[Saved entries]
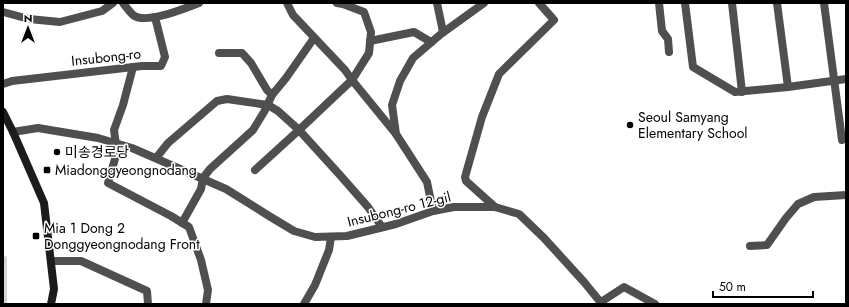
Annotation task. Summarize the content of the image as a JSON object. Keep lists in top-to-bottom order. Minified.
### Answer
{"streets":{"street":["Insubong-ro","Insubong-ro 12-gil"]},"places":{"other":["Seoul Samyang Elementary School","미송경로당"],"transit":["Miadonggyeongnodang","Mia 1 Dong 2 Donggyeongnodang Front"]},"scale_bar":"50 m","north":"top"}
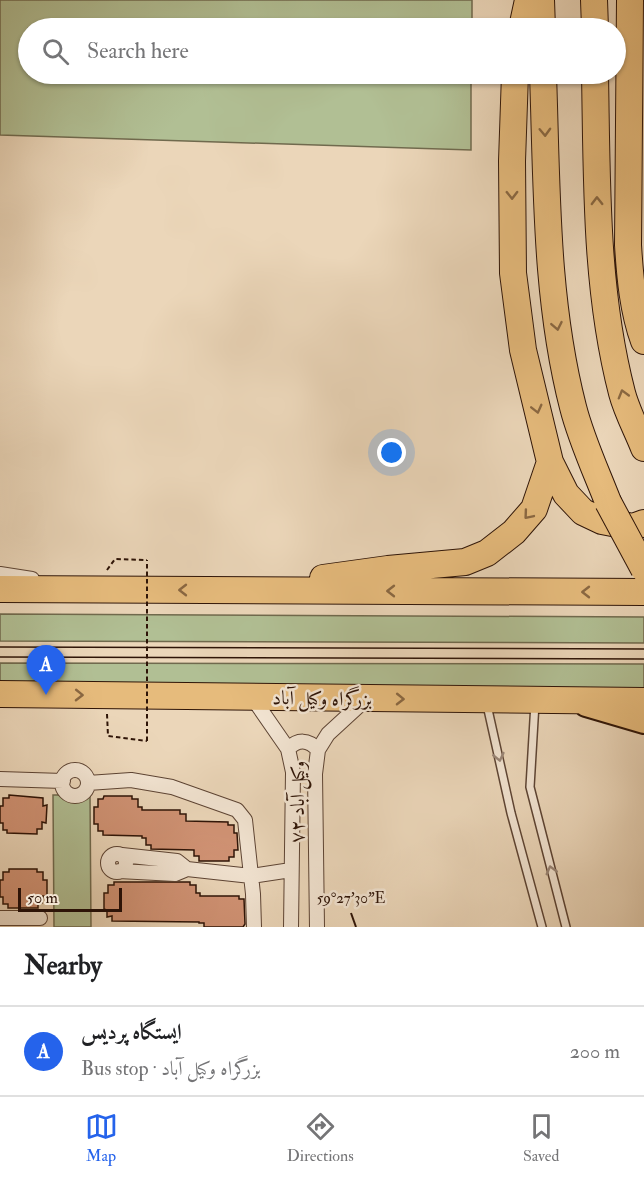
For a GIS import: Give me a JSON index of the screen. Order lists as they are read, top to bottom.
{
  "streets": {
    "highway": ["بزرگراه وکیل آباد"],
    "street": ["۷۲ وکیل آباد"]
  },
  "crossings": [
    ["بزرگراه وکیل آباد", "۷۲ وکیل آباد"]
  ],
  "scale_bar": "50 m",
  "page": {
    "search": "Search here",
    "pins": "A",
    "scale": "50 m",
    "heading": "Nearby",
    "list": [
      {
        "mark": "A",
        "name": "ایستگاه پردیس",
        "note": "Bus stop · بزرگراه وکیل آباد",
        "value": "200 m"
      }
    ],
    "nav": ["Map", "Directions", "Saved"]
  },
  "coordinates": ["59°27'30\"E"]
}
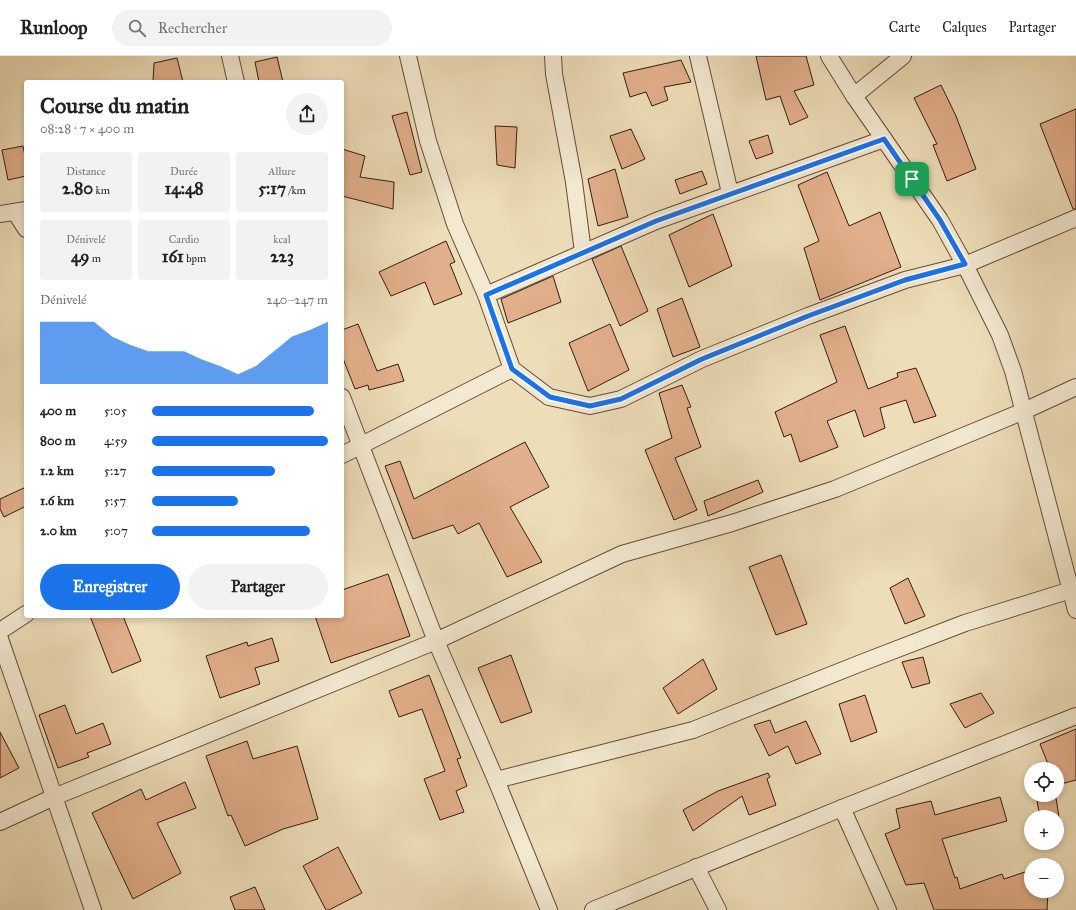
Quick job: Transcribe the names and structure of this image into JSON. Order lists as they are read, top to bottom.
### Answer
{
  "page": {
    "header": "Runloop",
    "search": "Rechercher",
    "nav": ["Carte", "Calques", "Partager"],
    "heading": ["Course du matin", "08:28 · 7 × 400 m"],
    "stats": [
      ["Distance", "2.80 km"],
      ["Durée", "14:48"],
      ["Allure", "5:17 /km"],
      ["Dénivelé", "49 m"],
      ["Cardio", "161 bpm"],
      ["kcal", "223"]
    ],
    "chart": ["Dénivelé", "240–247 m"],
    "list": [
      {
        "name": "400 m",
        "note": "5:05"
      },
      {
        "name": "800 m",
        "note": "4:59"
      },
      {
        "name": "1.2 km",
        "note": "5:27"
      },
      {
        "name": "1.6 km",
        "note": "5:57"
      },
      {
        "name": "2.0 km",
        "note": "5:07"
      }
    ],
    "buttons": ["Enregistrer", "Partager"],
    "map_buttons": ["+", "−"]
  }
}
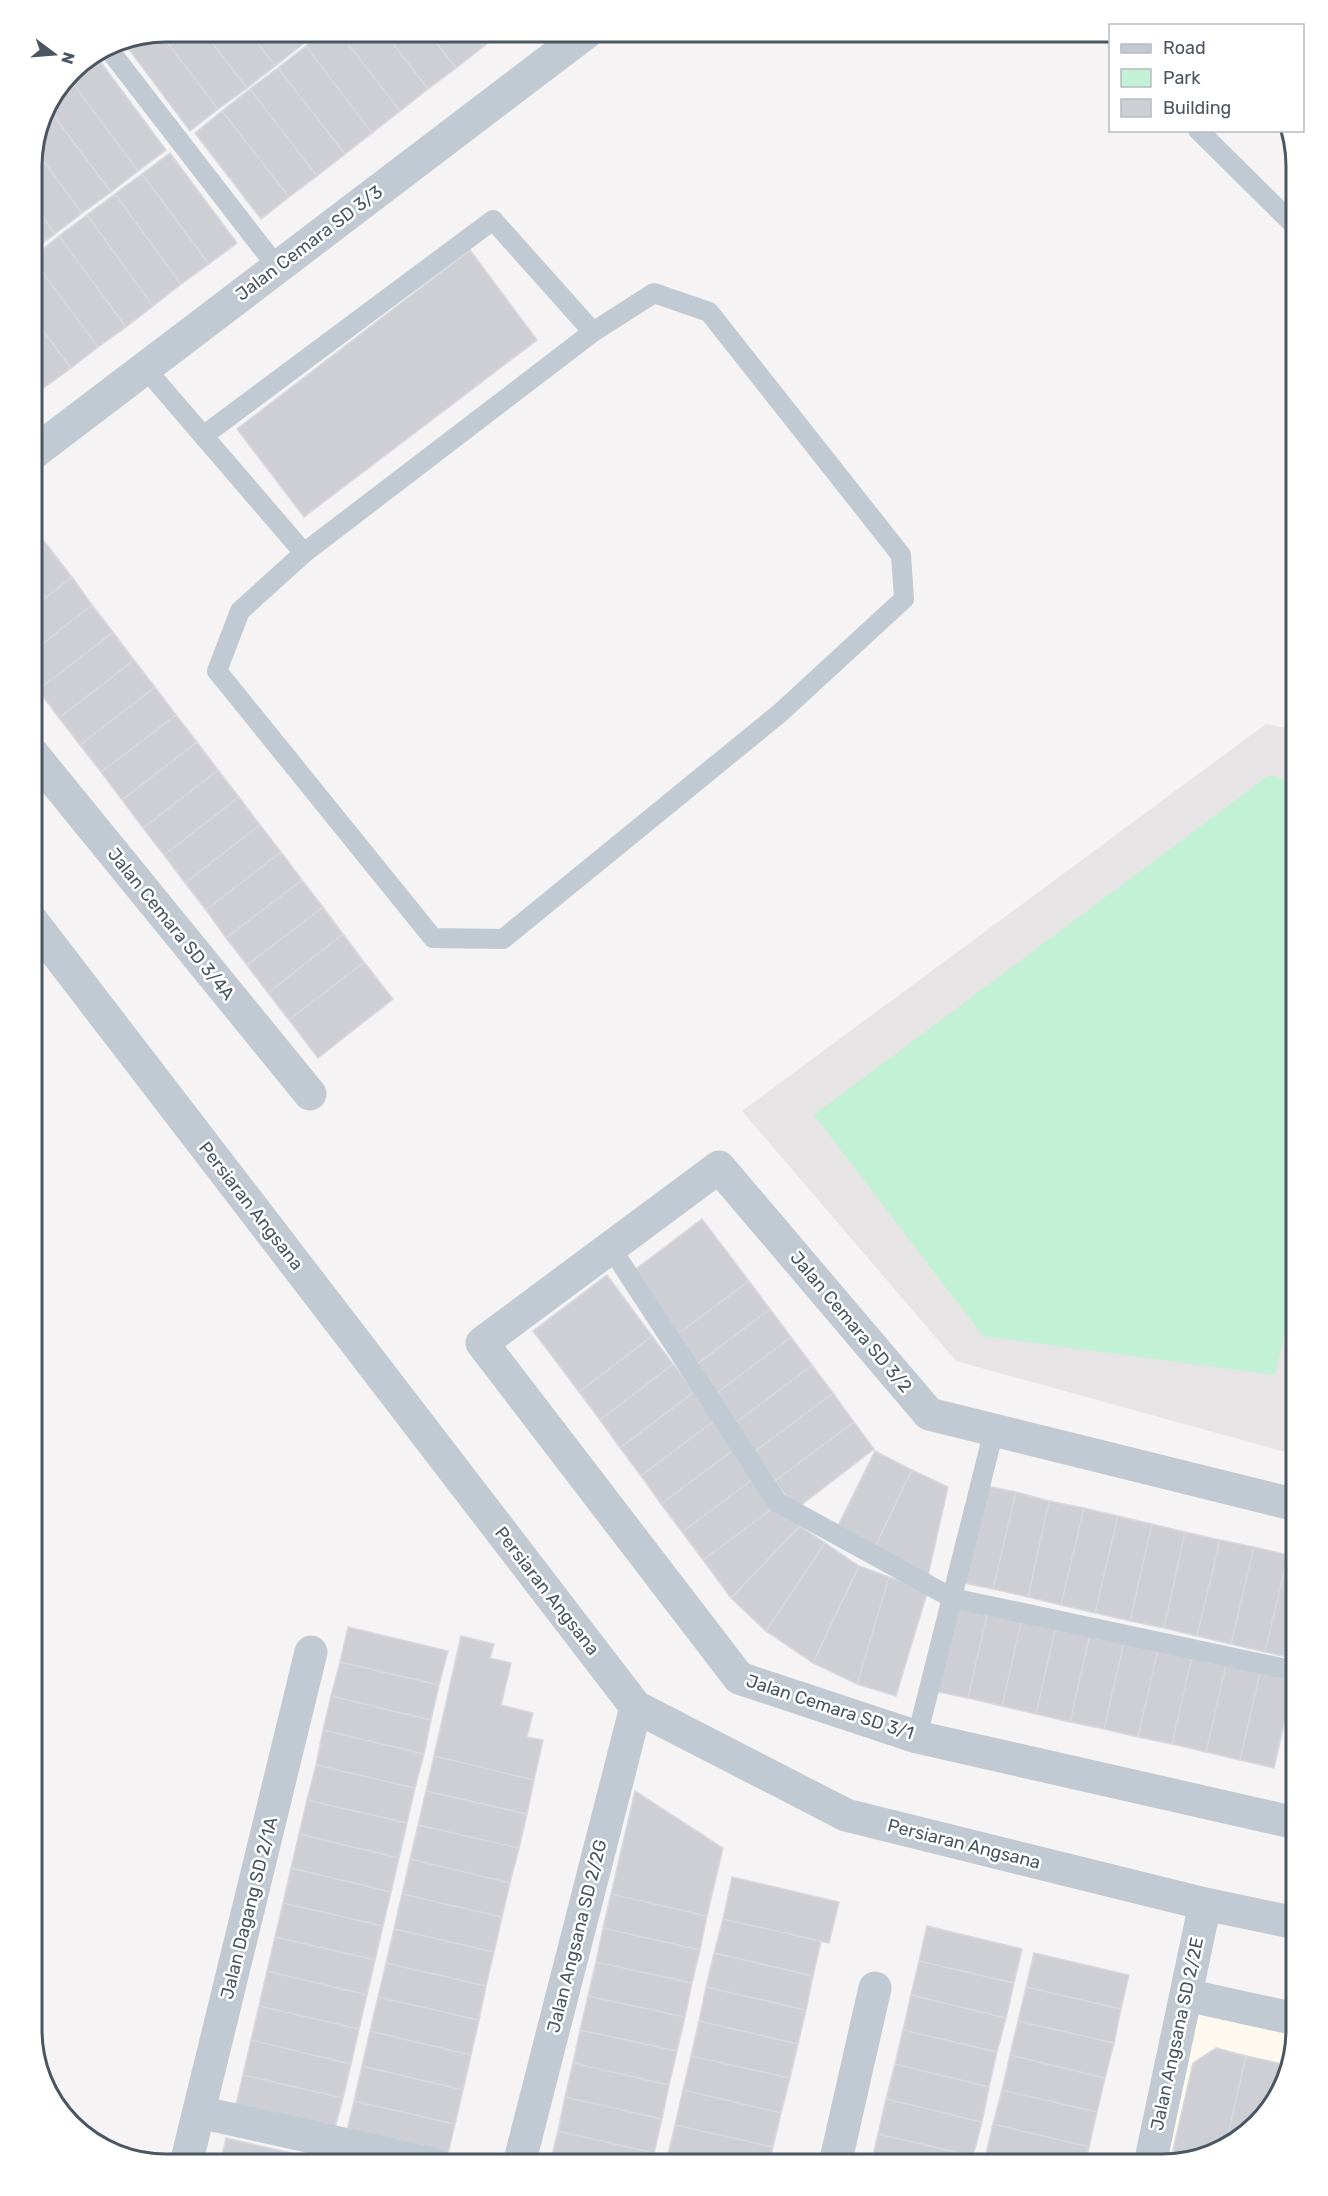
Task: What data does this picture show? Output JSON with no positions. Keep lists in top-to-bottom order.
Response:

**Work order:** Reproduce all entries without any change, and omit the pictures.

**Exercise solution:**
Annotation task. Summarize the content of the image as a JSON object. Keep lists in top-to-bottom order. Minified.
### Answer
{"streets":{"street":["Insubong-ro","Insubong-ro 12-gil"]},"places":{"other":["Seoul Samyang Elementary School","미송경로당"],"transit":["Miadonggyeongnodang","Mia 1 Dong 2 Donggyeongnodang Front"]},"scale_bar":"50 m","north":"top"}
For a GIS import: Give me a JSON index of the screen. Order lists as they are read, top to bottom.
{
  "streets": {
    "highway": ["بزرگراه وکیل آباد"],
    "street": ["۷۲ وکیل آباد"]
  },
  "crossings": [
    ["بزرگراه وکیل آباد", "۷۲ وکیل آباد"]
  ],
  "scale_bar": "50 m",
  "page": {
    "search": "Search here",
    "pins": "A",
    "scale": "50 m",
    "heading": "Nearby",
    "list": [
      {
        "mark": "A",
        "name": "ایستگاه پردیس",
        "note": "Bus stop · بزرگراه وکیل آباد",
        "value": "200 m"
      }
    ],
    "nav": ["Map", "Directions", "Saved"]
  },
  "coordinates": ["59°27'30\"E"]
}
Quick job: Transcribe the names and structure of this image into JSON. Order lists as they are read, top to bottom.
### Answer
{
  "page": {
    "header": "Runloop",
    "search": "Rechercher",
    "nav": ["Carte", "Calques", "Partager"],
    "heading": ["Course du matin", "08:28 · 7 × 400 m"],
    "stats": [
      ["Distance", "2.80 km"],
      ["Durée", "14:48"],
      ["Allure", "5:17 /km"],
      ["Dénivelé", "49 m"],
      ["Cardio", "161 bpm"],
      ["kcal", "223"]
    ],
    "chart": ["Dénivelé", "240–247 m"],
    "list": [
      {
        "name": "400 m",
        "note": "5:05"
      },
      {
        "name": "800 m",
        "note": "4:59"
      },
      {
        "name": "1.2 km",
        "note": "5:27"
      },
      {
        "name": "1.6 km",
        "note": "5:57"
      },
      {
        "name": "2.0 km",
        "note": "5:07"
      }
    ],
    "buttons": ["Enregistrer", "Partager"],
    "map_buttons": ["+", "−"]
  }
}
Task: What data does this picture show? Output JSON with no positions. Keep lists in top-to-bottom order.
Response:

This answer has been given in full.